■ WHAT YOU NEED TO DO
Output, word for word, the lines of this listing that fall between the line with "713,91 L 720,96" and the line with "1146,249 L 1156,254", counting both of those lines, and no others.

■ EXERCISE MATERIAL
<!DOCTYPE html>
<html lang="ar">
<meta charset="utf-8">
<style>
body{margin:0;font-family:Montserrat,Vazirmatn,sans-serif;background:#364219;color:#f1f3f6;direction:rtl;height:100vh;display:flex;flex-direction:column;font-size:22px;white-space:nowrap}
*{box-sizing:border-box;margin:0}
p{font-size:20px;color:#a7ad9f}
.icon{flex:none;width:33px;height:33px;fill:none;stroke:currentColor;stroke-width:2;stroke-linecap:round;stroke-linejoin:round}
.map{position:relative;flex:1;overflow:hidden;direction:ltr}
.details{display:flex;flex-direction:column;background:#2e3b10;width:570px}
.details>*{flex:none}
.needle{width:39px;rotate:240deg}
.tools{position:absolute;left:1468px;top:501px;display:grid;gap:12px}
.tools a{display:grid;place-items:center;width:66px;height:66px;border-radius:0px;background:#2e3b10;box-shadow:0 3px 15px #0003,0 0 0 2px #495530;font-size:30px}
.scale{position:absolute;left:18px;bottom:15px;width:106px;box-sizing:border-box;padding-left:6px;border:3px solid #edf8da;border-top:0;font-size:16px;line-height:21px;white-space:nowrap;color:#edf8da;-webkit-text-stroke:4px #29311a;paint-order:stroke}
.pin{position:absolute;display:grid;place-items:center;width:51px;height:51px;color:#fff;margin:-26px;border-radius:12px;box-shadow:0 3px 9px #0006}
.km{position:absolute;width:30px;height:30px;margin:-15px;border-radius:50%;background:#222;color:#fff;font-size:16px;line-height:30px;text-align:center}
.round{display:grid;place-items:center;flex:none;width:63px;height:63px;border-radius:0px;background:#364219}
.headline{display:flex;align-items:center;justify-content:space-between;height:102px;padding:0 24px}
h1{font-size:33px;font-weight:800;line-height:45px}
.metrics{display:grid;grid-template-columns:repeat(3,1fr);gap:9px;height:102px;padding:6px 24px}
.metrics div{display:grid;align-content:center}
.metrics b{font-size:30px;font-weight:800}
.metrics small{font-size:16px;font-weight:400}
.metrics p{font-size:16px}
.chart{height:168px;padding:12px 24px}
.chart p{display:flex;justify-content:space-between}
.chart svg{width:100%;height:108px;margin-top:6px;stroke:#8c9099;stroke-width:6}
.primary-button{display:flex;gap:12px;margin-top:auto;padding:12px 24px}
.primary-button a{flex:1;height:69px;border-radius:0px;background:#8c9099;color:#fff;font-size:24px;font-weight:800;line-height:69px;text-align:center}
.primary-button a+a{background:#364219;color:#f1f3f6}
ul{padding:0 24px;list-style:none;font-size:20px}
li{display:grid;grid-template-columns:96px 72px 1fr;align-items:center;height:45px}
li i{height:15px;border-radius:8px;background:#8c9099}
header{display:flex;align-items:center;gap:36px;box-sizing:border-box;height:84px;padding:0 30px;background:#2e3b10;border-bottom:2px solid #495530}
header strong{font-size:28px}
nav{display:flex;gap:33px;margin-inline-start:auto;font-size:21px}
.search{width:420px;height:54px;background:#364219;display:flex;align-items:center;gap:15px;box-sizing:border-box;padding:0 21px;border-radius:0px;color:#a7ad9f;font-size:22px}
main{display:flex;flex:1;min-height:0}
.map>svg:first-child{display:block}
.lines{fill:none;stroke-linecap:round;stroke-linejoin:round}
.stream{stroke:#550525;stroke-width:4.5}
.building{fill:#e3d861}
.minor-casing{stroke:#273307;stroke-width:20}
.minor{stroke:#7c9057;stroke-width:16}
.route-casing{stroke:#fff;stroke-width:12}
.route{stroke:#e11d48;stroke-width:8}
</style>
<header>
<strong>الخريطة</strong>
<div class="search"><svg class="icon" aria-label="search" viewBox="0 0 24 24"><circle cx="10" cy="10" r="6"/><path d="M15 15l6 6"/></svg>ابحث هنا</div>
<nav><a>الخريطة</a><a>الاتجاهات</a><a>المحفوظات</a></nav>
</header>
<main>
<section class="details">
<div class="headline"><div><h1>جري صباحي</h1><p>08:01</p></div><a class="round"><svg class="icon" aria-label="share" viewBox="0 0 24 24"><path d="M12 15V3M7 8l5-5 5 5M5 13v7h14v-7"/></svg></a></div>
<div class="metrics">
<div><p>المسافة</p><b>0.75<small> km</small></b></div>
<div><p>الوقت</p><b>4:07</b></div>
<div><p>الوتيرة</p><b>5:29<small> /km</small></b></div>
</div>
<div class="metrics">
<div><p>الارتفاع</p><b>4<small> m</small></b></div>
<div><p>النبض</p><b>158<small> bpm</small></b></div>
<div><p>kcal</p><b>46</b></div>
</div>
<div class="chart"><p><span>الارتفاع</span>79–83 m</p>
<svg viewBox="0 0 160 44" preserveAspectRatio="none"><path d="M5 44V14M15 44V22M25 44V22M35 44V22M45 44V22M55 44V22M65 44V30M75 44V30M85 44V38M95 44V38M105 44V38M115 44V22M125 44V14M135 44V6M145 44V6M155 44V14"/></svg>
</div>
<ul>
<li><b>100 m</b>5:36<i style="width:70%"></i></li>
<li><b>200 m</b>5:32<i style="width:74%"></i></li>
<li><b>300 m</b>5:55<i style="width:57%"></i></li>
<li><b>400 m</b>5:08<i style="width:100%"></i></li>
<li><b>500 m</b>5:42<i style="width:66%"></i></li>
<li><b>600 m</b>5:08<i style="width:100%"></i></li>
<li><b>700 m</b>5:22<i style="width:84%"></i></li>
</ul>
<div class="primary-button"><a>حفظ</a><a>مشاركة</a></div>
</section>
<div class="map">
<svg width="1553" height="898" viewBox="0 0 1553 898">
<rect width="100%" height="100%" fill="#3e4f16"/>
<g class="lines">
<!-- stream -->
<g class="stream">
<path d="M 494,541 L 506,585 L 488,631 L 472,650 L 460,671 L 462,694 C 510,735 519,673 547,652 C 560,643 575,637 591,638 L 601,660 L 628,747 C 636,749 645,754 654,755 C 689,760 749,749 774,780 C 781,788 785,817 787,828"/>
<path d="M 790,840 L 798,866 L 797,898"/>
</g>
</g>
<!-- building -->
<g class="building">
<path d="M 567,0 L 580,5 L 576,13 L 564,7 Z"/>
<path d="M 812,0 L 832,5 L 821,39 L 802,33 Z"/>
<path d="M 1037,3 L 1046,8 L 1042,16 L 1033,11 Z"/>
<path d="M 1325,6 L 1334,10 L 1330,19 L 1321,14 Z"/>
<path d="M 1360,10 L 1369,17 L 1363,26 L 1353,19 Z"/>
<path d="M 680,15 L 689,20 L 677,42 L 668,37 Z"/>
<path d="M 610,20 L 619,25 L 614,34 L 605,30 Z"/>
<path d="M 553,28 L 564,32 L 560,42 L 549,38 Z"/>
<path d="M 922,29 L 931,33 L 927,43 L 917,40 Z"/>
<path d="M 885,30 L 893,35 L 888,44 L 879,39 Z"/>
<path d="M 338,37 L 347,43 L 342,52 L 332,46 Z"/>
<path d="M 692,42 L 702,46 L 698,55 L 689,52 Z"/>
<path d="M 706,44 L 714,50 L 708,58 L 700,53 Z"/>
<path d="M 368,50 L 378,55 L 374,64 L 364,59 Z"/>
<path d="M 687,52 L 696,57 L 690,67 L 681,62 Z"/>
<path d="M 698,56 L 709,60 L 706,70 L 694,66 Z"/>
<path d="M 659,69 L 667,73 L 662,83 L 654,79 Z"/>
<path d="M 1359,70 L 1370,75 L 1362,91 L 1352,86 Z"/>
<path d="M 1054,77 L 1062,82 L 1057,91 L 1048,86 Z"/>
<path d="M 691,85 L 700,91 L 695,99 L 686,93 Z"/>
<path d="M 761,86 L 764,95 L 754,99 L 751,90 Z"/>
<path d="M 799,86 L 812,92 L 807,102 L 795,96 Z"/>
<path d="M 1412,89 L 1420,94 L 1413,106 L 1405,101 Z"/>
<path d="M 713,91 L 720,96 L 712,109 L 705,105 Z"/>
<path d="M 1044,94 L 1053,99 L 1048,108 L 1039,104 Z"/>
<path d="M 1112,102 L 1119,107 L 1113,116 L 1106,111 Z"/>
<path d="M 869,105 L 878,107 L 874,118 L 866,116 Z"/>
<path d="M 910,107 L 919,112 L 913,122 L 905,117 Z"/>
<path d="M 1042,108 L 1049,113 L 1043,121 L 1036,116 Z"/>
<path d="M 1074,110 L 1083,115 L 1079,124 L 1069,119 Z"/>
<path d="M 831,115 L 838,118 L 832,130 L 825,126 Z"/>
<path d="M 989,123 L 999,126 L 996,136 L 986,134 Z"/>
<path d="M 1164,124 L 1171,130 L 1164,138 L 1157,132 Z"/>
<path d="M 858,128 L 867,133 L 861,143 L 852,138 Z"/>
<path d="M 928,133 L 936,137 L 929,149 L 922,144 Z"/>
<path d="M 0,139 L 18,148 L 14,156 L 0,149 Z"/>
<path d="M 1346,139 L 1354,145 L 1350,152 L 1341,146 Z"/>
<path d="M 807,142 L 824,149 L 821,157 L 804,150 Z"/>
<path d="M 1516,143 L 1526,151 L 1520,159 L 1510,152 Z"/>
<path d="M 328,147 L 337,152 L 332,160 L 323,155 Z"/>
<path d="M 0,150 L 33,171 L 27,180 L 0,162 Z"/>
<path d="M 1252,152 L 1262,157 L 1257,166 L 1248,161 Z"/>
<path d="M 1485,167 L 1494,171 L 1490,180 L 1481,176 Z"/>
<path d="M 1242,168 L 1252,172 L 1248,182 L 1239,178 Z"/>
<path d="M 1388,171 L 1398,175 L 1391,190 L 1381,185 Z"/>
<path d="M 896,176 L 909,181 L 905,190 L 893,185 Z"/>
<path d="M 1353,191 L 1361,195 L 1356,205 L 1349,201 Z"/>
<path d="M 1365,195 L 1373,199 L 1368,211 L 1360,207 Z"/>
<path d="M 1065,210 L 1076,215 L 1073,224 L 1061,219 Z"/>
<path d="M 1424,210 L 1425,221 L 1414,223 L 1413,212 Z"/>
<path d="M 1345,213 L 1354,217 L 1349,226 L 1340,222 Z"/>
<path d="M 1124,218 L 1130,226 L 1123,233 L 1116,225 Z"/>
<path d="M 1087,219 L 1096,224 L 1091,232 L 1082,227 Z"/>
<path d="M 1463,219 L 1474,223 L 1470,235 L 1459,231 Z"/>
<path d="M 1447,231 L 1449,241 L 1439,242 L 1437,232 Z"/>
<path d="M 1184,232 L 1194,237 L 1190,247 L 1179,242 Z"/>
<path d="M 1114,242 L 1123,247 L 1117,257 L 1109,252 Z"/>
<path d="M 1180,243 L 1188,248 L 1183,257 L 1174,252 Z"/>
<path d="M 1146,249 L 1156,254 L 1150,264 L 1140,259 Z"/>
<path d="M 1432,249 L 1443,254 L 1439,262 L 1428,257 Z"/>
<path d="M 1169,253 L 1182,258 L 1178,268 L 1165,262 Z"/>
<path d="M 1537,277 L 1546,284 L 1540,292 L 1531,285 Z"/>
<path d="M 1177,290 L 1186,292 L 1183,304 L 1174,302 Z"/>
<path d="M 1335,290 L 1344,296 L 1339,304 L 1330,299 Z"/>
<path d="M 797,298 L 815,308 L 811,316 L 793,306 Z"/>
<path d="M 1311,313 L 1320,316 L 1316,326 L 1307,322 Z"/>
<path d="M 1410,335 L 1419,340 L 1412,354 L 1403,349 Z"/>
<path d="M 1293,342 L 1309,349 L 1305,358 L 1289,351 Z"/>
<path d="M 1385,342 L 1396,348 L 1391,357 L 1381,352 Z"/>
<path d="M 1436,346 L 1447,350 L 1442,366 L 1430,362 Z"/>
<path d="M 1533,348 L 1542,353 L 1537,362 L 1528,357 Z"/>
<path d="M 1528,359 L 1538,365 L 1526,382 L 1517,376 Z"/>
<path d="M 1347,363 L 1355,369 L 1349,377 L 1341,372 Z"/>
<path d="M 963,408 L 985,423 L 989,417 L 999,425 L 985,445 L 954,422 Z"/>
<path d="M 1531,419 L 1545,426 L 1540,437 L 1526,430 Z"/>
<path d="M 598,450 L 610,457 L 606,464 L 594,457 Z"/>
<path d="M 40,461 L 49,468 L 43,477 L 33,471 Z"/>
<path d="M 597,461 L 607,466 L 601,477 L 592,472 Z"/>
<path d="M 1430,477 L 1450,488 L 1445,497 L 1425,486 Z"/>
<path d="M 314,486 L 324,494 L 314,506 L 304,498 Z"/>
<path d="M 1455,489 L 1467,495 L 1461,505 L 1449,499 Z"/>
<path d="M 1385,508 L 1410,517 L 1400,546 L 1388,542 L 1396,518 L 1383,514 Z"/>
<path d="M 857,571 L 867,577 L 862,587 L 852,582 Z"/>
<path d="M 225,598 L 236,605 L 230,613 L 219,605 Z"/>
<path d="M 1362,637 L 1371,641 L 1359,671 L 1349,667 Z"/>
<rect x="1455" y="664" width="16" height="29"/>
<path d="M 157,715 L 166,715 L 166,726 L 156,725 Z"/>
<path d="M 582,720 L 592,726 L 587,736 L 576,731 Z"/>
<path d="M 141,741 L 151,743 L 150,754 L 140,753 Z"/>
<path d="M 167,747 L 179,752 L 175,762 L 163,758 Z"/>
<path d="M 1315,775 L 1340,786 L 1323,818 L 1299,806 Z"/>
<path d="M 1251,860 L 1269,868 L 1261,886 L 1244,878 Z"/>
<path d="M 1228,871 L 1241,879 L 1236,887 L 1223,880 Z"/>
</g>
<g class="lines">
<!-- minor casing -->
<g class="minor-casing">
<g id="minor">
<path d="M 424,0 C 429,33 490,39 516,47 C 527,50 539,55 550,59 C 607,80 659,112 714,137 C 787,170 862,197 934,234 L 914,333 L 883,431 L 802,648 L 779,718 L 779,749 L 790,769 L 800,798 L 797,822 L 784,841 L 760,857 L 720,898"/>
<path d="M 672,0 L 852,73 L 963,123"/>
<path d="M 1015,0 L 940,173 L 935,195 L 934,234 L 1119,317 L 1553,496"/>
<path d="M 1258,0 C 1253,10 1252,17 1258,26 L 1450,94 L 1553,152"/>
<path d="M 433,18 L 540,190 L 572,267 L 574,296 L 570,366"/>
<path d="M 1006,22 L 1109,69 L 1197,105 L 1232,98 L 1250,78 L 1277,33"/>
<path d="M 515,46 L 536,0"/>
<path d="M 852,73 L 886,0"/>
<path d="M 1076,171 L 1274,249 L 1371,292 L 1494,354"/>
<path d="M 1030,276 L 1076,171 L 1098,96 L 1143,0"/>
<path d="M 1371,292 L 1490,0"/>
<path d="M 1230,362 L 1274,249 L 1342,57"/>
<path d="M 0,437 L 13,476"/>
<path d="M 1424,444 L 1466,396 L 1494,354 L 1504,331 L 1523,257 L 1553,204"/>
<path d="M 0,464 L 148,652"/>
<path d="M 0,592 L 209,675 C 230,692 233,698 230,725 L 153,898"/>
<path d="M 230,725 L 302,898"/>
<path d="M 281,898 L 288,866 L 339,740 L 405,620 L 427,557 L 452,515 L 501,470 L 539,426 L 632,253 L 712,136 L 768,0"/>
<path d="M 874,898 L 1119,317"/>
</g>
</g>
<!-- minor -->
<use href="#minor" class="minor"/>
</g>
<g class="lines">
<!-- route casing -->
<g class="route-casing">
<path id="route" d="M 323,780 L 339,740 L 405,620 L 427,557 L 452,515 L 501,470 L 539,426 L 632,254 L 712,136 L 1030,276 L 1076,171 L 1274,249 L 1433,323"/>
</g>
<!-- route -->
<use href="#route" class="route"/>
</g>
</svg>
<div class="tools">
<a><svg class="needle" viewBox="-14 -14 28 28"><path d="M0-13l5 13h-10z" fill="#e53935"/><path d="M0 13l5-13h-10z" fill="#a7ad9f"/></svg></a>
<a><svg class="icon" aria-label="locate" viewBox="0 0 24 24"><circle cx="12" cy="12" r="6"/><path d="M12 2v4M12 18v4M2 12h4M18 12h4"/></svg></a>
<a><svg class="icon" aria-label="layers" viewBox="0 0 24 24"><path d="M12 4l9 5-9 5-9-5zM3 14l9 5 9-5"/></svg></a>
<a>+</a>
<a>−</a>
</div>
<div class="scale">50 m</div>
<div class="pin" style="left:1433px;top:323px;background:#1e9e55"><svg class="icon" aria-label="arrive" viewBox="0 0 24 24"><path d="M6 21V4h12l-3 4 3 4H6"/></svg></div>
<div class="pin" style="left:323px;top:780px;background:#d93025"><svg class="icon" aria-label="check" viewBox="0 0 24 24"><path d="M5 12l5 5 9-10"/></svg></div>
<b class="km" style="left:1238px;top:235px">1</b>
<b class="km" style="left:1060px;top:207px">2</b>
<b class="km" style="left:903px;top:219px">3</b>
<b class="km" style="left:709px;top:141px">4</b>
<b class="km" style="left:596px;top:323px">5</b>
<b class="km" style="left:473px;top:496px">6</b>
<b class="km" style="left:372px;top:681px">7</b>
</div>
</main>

■ TASK ANSWER
<path d="M 713,91 L 720,96 L 712,109 L 705,105 Z"/>
<path d="M 1044,94 L 1053,99 L 1048,108 L 1039,104 Z"/>
<path d="M 1112,102 L 1119,107 L 1113,116 L 1106,111 Z"/>
<path d="M 869,105 L 878,107 L 874,118 L 866,116 Z"/>
<path d="M 910,107 L 919,112 L 913,122 L 905,117 Z"/>
<path d="M 1042,108 L 1049,113 L 1043,121 L 1036,116 Z"/>
<path d="M 1074,110 L 1083,115 L 1079,124 L 1069,119 Z"/>
<path d="M 831,115 L 838,118 L 832,130 L 825,126 Z"/>
<path d="M 989,123 L 999,126 L 996,136 L 986,134 Z"/>
<path d="M 1164,124 L 1171,130 L 1164,138 L 1157,132 Z"/>
<path d="M 858,128 L 867,133 L 861,143 L 852,138 Z"/>
<path d="M 928,133 L 936,137 L 929,149 L 922,144 Z"/>
<path d="M 0,139 L 18,148 L 14,156 L 0,149 Z"/>
<path d="M 1346,139 L 1354,145 L 1350,152 L 1341,146 Z"/>
<path d="M 807,142 L 824,149 L 821,157 L 804,150 Z"/>
<path d="M 1516,143 L 1526,151 L 1520,159 L 1510,152 Z"/>
<path d="M 328,147 L 337,152 L 332,160 L 323,155 Z"/>
<path d="M 0,150 L 33,171 L 27,180 L 0,162 Z"/>
<path d="M 1252,152 L 1262,157 L 1257,166 L 1248,161 Z"/>
<path d="M 1485,167 L 1494,171 L 1490,180 L 1481,176 Z"/>
<path d="M 1242,168 L 1252,172 L 1248,182 L 1239,178 Z"/>
<path d="M 1388,171 L 1398,175 L 1391,190 L 1381,185 Z"/>
<path d="M 896,176 L 909,181 L 905,190 L 893,185 Z"/>
<path d="M 1353,191 L 1361,195 L 1356,205 L 1349,201 Z"/>
<path d="M 1365,195 L 1373,199 L 1368,211 L 1360,207 Z"/>
<path d="M 1065,210 L 1076,215 L 1073,224 L 1061,219 Z"/>
<path d="M 1424,210 L 1425,221 L 1414,223 L 1413,212 Z"/>
<path d="M 1345,213 L 1354,217 L 1349,226 L 1340,222 Z"/>
<path d="M 1124,218 L 1130,226 L 1123,233 L 1116,225 Z"/>
<path d="M 1087,219 L 1096,224 L 1091,232 L 1082,227 Z"/>
<path d="M 1463,219 L 1474,223 L 1470,235 L 1459,231 Z"/>
<path d="M 1447,231 L 1449,241 L 1439,242 L 1437,232 Z"/>
<path d="M 1184,232 L 1194,237 L 1190,247 L 1179,242 Z"/>
<path d="M 1114,242 L 1123,247 L 1117,257 L 1109,252 Z"/>
<path d="M 1180,243 L 1188,248 L 1183,257 L 1174,252 Z"/>
<path d="M 1146,249 L 1156,254 L 1150,264 L 1140,259 Z"/>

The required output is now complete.